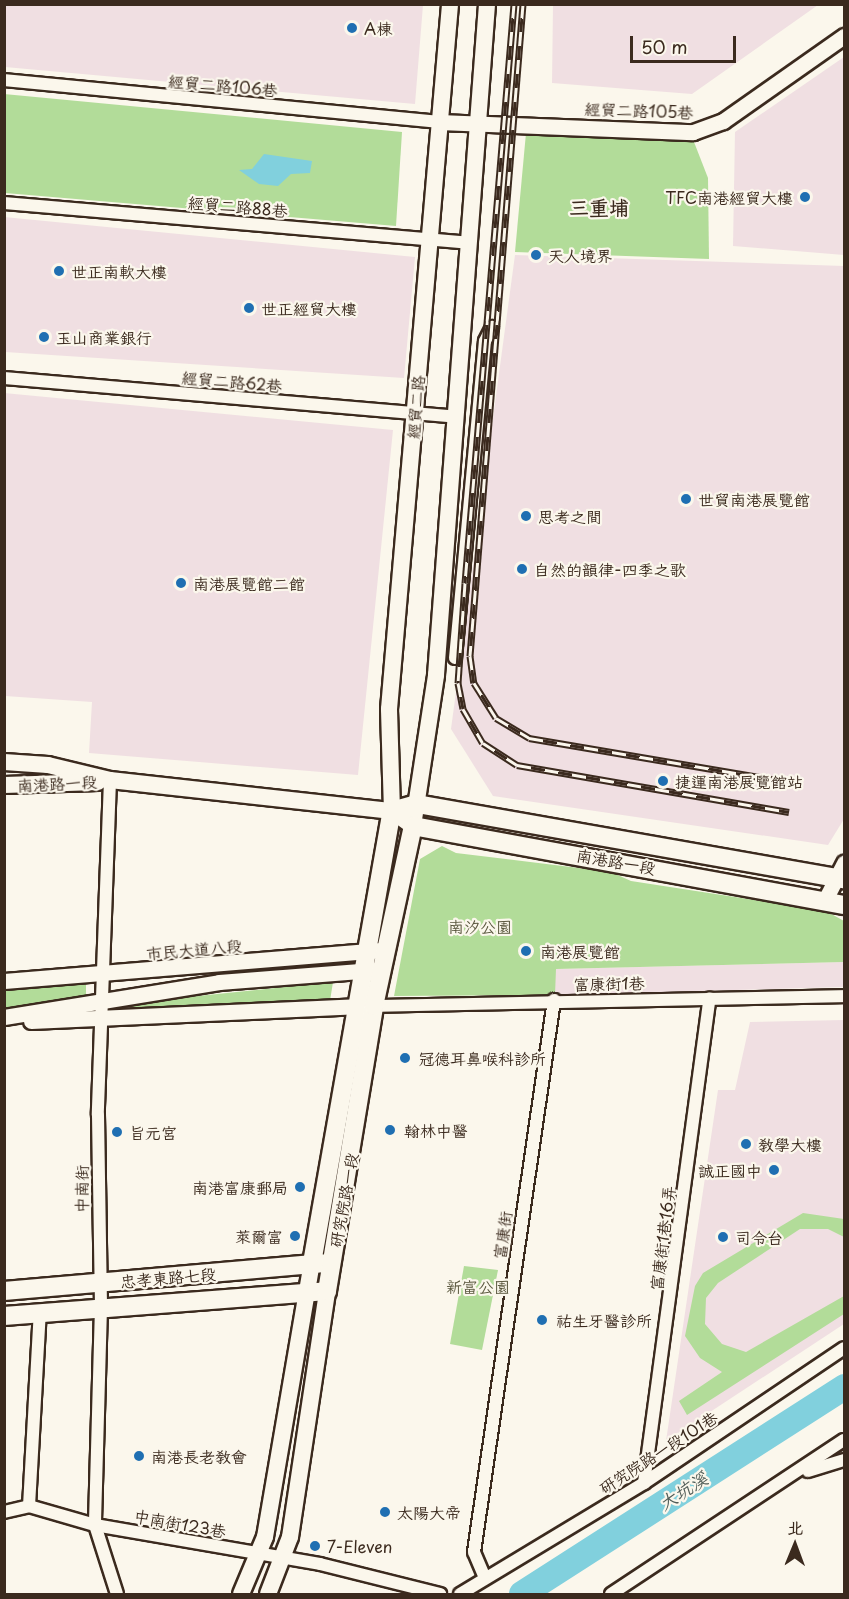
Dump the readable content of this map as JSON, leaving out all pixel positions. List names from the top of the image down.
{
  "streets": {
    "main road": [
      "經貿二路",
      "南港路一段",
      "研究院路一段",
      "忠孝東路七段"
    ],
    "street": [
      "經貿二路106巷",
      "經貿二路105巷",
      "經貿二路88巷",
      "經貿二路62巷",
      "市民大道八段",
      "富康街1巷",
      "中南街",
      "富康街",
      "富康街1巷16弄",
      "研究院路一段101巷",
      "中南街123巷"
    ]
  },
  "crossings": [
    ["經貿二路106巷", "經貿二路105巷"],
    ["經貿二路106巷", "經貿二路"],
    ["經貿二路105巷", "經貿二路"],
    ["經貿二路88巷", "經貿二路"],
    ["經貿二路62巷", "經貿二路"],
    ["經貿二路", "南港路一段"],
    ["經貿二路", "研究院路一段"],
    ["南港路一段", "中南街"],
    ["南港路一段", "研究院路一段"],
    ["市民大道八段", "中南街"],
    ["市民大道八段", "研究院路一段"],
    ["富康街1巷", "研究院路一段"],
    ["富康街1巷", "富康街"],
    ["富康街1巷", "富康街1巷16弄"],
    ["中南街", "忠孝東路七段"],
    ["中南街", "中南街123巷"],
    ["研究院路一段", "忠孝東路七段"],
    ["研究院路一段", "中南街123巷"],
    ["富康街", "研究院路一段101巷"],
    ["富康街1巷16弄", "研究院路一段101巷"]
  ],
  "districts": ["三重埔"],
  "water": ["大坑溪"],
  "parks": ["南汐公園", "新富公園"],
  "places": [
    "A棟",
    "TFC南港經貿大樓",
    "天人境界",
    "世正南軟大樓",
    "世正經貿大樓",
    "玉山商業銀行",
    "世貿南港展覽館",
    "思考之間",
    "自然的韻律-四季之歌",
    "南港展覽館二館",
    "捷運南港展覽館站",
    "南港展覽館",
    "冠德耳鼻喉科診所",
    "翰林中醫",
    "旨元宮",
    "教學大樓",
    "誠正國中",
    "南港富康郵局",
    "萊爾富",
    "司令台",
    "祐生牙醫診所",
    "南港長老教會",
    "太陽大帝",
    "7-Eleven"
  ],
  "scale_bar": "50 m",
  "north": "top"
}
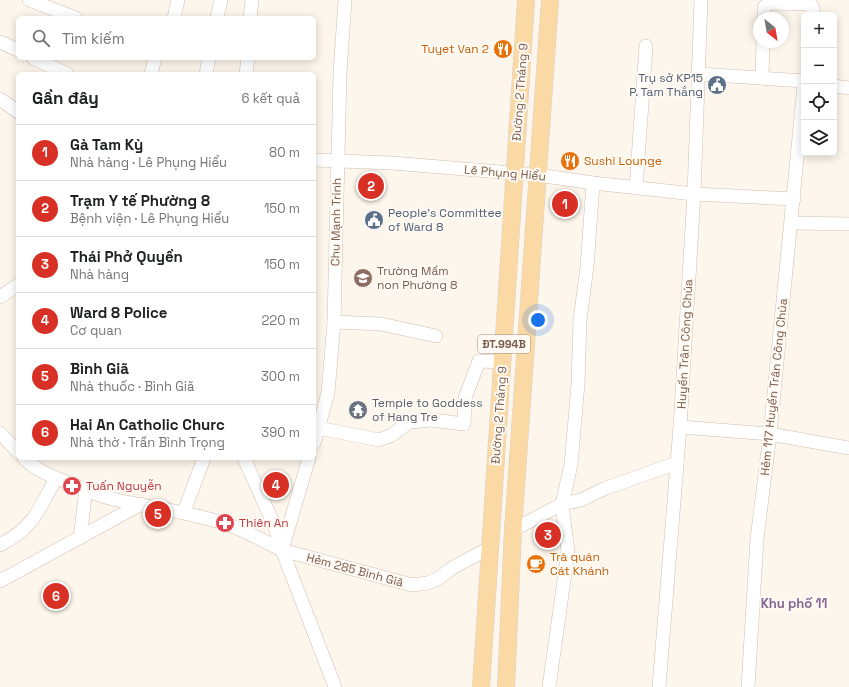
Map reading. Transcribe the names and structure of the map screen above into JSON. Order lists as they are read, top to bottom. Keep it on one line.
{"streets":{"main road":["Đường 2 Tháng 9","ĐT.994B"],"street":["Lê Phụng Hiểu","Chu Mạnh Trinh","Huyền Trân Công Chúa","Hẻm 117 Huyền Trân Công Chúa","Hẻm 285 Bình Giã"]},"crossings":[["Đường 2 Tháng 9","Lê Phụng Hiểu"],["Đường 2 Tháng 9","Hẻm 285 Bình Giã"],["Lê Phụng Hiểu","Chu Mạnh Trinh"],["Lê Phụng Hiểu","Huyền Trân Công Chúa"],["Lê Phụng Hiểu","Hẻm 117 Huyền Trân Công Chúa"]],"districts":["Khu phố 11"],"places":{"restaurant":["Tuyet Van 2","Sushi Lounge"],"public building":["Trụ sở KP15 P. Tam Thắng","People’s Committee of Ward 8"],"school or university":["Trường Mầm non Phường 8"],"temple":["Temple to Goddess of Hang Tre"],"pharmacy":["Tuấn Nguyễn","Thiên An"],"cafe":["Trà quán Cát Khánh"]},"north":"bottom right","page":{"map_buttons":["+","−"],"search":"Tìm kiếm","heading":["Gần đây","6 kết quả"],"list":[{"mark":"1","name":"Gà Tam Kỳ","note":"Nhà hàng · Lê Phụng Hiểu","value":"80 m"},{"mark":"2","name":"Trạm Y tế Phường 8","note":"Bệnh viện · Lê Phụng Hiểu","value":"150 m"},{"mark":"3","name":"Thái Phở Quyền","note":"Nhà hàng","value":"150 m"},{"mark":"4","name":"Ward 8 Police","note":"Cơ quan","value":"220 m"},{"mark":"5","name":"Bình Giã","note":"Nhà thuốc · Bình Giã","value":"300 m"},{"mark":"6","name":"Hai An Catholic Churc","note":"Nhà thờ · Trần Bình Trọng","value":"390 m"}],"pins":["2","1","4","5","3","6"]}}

WHAT THE EXERCISE ASKS: Copy each line of the records containing the string "crossings".

OUTPUT BELOW:
  "crossings": [
{"streets":{"main road":["Đường 2 Tháng 9","ĐT.994B"],"street":["Lê Phụng Hiểu","Chu Mạnh Trinh","Huyền Trân Công Chúa","Hẻm 117 Huyền Trân Công Chúa","Hẻm 285 Bình Giã"]},"crossings":[["Đường 2 Tháng 9","Lê Phụng Hiểu"],["Đường 2 Tháng 9","Hẻm 285 Bình Giã"],["Lê Phụng Hiểu","Chu Mạnh Trinh"],["Lê Phụng Hiểu","Huyền Trân Công Chúa"],["Lê Phụng Hiểu","Hẻm 117 Huyền Trân Công Chúa"]],"districts":["Khu phố 11"],"places":{"restaurant":["Tuyet Van 2","Sushi Lounge"],"public building":["Trụ sở KP15 P. Tam Thắng","People’s Committee of Ward 8"],"school or university":["Trường Mầm non Phường 8"],"temple":["Temple to Goddess of Hang Tre"],"pharmacy":["Tuấn Nguyễn","Thiên An"],"cafe":["Trà quán Cát Khánh"]},"north":"bottom right","page":{"map_buttons":["+","−"],"search":"Tìm kiếm","heading":["Gần đây","6 kết quả"],"list":[{"mark":"1","name":"Gà Tam Kỳ","note":"Nhà hàng · Lê Phụng Hiểu","value":"80 m"},{"mark":"2","name":"Trạm Y tế Phường 8","note":"Bệnh viện · Lê Phụng Hiểu","value":"150 m"},{"mark":"3","name":"Thái Phở Quyền","note":"Nhà hàng","value":"150 m"},{"mark":"4","name":"Ward 8 Police","note":"Cơ quan","value":"220 m"},{"mark":"5","name":"Bình Giã","note":"Nhà thuốc · Bình Giã","value":"300 m"},{"mark":"6","name":"Hai An Catholic Churc","note":"Nhà thờ · Trần Bình Trọng","value":"390 m"}],"pins":["2","1","4","5","3","6"]}}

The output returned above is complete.